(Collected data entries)
⁂

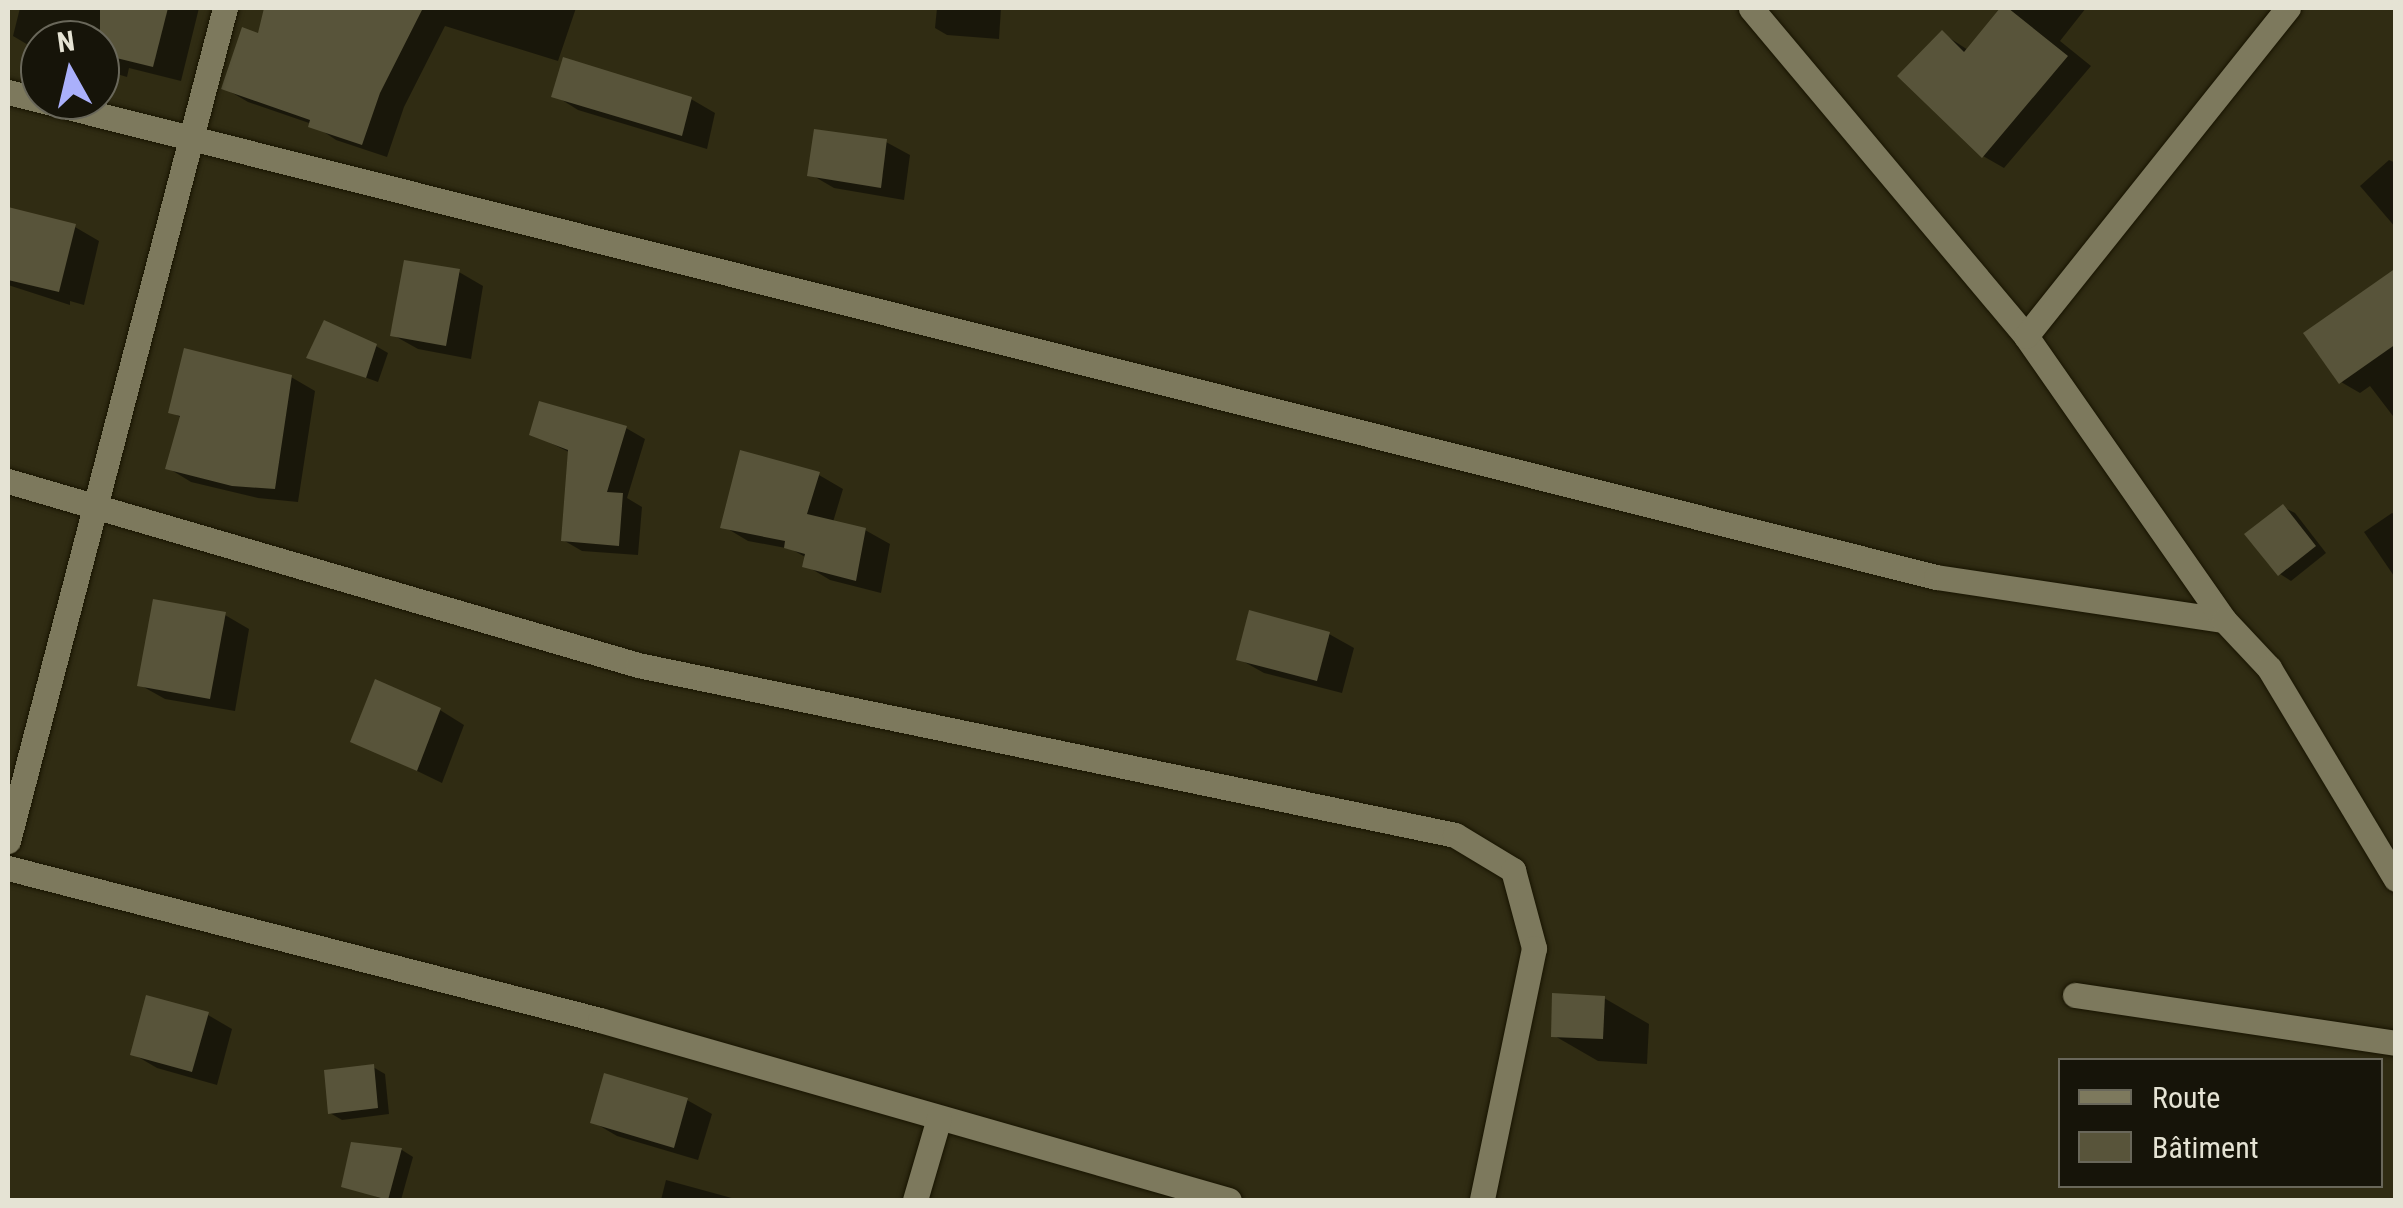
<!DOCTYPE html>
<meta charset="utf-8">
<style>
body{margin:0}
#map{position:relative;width:2403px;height:1208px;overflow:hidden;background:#302c13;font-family:"Roboto Condensed",sans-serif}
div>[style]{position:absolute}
.shadow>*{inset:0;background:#0007}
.building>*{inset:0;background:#58543a}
.roads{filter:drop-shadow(0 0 2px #181400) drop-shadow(0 0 2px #181400)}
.street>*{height:25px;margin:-12.5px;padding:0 12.5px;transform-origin:12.5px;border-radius:12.5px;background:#7d795d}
span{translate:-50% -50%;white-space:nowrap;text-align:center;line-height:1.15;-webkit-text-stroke:8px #161409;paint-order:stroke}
.frame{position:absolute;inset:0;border:10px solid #e5e3d4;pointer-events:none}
.legend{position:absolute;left:2058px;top:1058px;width:325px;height:130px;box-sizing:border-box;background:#161409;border:2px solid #69675a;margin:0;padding:12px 18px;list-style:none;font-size:30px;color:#e5e3d4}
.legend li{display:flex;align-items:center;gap:20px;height:50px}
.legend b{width:50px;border:2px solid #69675a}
.north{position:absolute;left:20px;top:20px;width:100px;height:100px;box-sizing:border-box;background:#161409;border:2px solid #69675a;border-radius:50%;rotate:352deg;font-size:28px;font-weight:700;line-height:40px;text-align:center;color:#e5e3d4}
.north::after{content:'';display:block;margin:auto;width:35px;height:45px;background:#aab0fb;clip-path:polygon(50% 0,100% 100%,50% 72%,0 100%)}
</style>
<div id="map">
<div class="shadow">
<i style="clip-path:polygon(20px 8px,199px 8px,181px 81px,129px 68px,127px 77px,100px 69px,100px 40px,40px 40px,40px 52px,13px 36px)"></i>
<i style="clip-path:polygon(267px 8px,576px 8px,558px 61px,445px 26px,404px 107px,387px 157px,336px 140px,312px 124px,248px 102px,224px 88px,259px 36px)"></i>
<i style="clip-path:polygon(937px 8px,1001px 8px,999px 39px,947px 35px,935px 28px)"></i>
<i style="clip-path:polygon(2003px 8px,2086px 8px,2060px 41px,2091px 66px,2004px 168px,1983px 156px,1942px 33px,1968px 50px)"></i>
<i style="clip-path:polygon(554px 95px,691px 99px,715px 113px,707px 149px,578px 110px)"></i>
<i style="clip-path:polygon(886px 142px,910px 155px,904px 200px,834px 188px,810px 174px)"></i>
<i style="clip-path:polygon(2389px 160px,2396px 163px,2396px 228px,2360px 186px)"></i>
<i style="clip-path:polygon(8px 210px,75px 227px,99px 241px,84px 305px,70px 301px,70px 305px,8px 285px)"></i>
<i style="clip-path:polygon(459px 272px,483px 286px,471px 359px,418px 349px,393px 335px)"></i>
<i style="clip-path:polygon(2396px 325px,2396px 420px,2370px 386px,2360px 393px,2341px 382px)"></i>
<i style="clip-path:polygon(376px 346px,388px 353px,378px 382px,309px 357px)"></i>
<i style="clip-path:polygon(291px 377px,315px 391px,298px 502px,258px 498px,191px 482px,168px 468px,182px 418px,171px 412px)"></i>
<i style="clip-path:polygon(626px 428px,645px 439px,627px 498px,642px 507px,638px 555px,582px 551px,563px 540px,571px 453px,532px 434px)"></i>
<i style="clip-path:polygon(819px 475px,843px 489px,833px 522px,865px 530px,890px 544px,881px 593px,830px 580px,805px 565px,807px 558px,791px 549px,748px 541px,723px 526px)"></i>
<i style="clip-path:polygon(2283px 507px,2295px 513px,2326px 553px,2291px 581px,2280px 574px)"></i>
<i style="clip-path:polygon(2392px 513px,2396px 515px,2396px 579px,2364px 532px)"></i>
<i style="clip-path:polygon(225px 615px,249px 629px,235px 711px,165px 699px,140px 685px)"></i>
<i style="clip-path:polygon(1329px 634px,1354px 648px,1342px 693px,1264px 673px,1239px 659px)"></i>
<i style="clip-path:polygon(440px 710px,464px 725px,442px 783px,353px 740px)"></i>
<i style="clip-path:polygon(1604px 998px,1649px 1024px,1647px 1064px,1598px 1061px,1553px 1035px)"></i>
<i style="clip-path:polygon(208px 1015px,232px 1029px,217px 1085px,157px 1068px,133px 1054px)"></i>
<i style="clip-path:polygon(373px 1067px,385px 1074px,389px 1114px,342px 1120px,330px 1113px)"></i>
<i style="clip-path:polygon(687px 1100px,712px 1114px,698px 1160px,617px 1136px,593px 1122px)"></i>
<i style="clip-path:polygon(353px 1145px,402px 1150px,413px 1157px,401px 1200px,385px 1200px,344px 1185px)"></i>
<i style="clip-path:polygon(666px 1180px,739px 1200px,661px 1200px)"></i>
</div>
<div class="building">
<i style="clip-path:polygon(100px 8px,168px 8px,153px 67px,100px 54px)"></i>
<i style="clip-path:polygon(264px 8px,423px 8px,380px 93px,362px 145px,308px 127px,310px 120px,221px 89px,242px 27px,258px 33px)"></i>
<i style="clip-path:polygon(2000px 8px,2008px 8px,2068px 56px,1982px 158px,1897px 76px,1942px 30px,1964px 52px)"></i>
<i style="clip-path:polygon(563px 57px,692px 97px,682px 136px,551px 97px)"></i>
<i style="clip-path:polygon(814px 129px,887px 139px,881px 188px,807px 176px)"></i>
<i style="clip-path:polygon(8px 207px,76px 224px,59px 292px,8px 280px)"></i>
<i style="clip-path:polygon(404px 260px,460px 269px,446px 346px,390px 336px)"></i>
<i style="clip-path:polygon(2396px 268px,2396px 344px,2339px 384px,2303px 333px)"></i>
<i style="clip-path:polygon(324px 320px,377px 344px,366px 378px,306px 358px)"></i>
<i style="clip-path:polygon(184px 348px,292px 375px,275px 489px,232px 486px,165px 469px,180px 416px,168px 413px)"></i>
<i style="clip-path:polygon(539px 401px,627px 426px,607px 492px,623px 493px,619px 546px,561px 541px,568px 450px,529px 435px)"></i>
<i style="clip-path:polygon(740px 450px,820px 472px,807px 514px,866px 528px,856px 581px,802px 567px,805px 554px,784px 548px,785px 541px,720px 528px)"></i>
<i style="clip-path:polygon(2283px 504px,2316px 546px,2278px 576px,2244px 534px)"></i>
<i style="clip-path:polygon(153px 599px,226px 612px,210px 699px,137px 686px)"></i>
<i style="clip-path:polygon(1249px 610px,1330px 632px,1317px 681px,1236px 660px)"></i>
<i style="clip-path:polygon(375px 679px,441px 708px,417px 771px,350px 742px)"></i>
<i style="clip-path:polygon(1552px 993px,1605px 996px,1603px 1039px,1551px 1037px)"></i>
<i style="clip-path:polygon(146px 995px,209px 1012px,192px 1072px,130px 1055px)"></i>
<i style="clip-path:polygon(374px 1064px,378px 1108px,328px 1114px,324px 1070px)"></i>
<i style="clip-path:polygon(604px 1073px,688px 1098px,674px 1148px,590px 1123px)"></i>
<i style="clip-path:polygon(351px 1142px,402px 1148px,388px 1200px,341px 1187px)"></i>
</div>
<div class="roads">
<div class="street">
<i style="left:8px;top:92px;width:1988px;rotate:14.12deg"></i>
<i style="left:1936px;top:577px;width:291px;rotate:8.5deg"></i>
<i style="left:2224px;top:620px;width:346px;rotate:-124.9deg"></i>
<i style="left:2026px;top:336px;width:428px;rotate:-130deg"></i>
<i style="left:2026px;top:336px;width:420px;rotate:-51.4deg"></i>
<i style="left:8px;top:481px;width:656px;rotate:16.28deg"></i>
<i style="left:638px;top:665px;width:834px;rotate:11.75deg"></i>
<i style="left:1455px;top:835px;width:68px;rotate:31.1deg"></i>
<i style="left:1513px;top:870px;width:81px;rotate:74.9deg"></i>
<i style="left:1534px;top:948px;width:257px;rotate:101.7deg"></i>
<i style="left:2224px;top:620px;width:66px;rotate:46.8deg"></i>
<i style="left:2269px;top:668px;width:246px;rotate:59deg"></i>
<i style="left:8px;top:841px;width:861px;rotate:-75.4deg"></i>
<i style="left:8px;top:868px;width:611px;rotate:14.4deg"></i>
<i style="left:600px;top:1020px;width:654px;rotate:15.97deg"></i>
<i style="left:2075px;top:995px;width:325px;rotate:8.5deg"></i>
<i style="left:915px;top:1200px;width:85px;rotate:-73.7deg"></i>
</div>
</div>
<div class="frame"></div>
<ul class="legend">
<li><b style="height:12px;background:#7d795d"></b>Route</li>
<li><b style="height:28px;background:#58543a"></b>Bâtiment</li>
</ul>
<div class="north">N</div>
</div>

⁂

Leave out the pictures. Transcribe only the lines above, from the first through the one that contains "2px #181400) drop-shadow(0".

**Output for this exercise:**
<!DOCTYPE html>
<meta charset="utf-8">
<style>
body{margin:0}
#map{position:relative;width:2403px;height:1208px;overflow:hidden;background:#302c13;font-family:"Roboto Condensed",sans-serif}
div>[style]{position:absolute}
.shadow>*{inset:0;background:#0007}
.building>*{inset:0;background:#58543a}
.roads{filter:drop-shadow(0 0 2px #181400) drop-shadow(0 0 2px #181400)}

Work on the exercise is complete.